The WTO rules suffer from some of the same shortcomings
that NAFTA did, including outdated treatment of services and digital commerce.
There is no country in this world that stands to benefit from modernizing the
WTO more than the United States. And we would be far better off if the United
States were setting the agenda at the WTO rather than responding to the initiatives
of Beijing or Brussels.
Pick your priority, and the story is too often the same:
Carping about the Belgians’ annual defense expenditure is not the same thing as
exercising leadership at NATO — or in the world. Dashing off an executive order
here and there is not the same thing as exercising leadership at home.

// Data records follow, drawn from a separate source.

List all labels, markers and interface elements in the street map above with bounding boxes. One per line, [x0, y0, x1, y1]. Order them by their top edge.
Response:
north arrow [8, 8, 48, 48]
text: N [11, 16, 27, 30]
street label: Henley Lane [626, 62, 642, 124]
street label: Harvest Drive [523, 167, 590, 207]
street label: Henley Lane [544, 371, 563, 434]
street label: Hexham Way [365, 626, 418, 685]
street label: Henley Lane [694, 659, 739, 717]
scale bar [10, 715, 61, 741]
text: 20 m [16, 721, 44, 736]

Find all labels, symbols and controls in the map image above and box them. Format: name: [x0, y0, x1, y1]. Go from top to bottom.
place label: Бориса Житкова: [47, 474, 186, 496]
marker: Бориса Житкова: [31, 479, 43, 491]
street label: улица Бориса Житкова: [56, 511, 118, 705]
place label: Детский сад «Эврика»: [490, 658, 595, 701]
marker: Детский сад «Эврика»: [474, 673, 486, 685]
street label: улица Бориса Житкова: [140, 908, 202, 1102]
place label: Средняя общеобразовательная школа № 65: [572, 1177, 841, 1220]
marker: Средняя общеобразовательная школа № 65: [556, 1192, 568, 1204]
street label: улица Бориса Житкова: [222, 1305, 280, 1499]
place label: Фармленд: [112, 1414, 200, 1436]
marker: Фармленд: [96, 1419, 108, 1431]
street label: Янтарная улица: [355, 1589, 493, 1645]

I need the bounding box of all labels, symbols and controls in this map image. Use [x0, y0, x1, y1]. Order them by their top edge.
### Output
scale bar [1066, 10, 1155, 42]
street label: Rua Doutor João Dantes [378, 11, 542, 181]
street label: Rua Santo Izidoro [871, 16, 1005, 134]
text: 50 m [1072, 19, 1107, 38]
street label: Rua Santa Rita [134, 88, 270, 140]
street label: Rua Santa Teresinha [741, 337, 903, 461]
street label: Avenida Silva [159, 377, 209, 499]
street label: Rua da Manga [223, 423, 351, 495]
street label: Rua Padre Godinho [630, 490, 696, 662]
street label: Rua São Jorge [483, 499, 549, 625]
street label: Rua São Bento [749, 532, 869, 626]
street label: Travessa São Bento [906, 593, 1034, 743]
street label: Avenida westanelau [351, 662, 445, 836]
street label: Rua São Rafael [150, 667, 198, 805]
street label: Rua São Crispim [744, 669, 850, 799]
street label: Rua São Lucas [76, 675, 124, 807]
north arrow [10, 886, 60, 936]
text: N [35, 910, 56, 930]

Conservative reform is going to be long, slow, tedious, unsexy, thankless work,
because responsible governance takes long, slow, tedious, unsexy, thankless
work. The people who have spent years trying to convince you that winning
presidential elections will get it done have misled you. Ask yourself why they
did that.
One guy in the Oval Office can blow up a trade deal or
pull the United States out of a multinational organization. But one guy in the
Oval Office cannot build the institutions, develop the policies, and wrangle
the coalitions necessary to actually make good things happen. The WTO is one of
Chesterton’s fences, too, and so is NATO, and so is the hated United Nations.
We can work to reform those. We can walk away from them, if warranted. We can
try to build new institutions. But we should never forget to ask: Compared
to what? What is Plan B? Because tantrums do not get much done, and
institutions matter. The more conservatism becomes a self-conscious
counterculture, the less able conservatives actually are to effectively pursue
real reform.
We are not going to magic our way out of this mess with executive orders and Supreme Court challenges. We have to show up.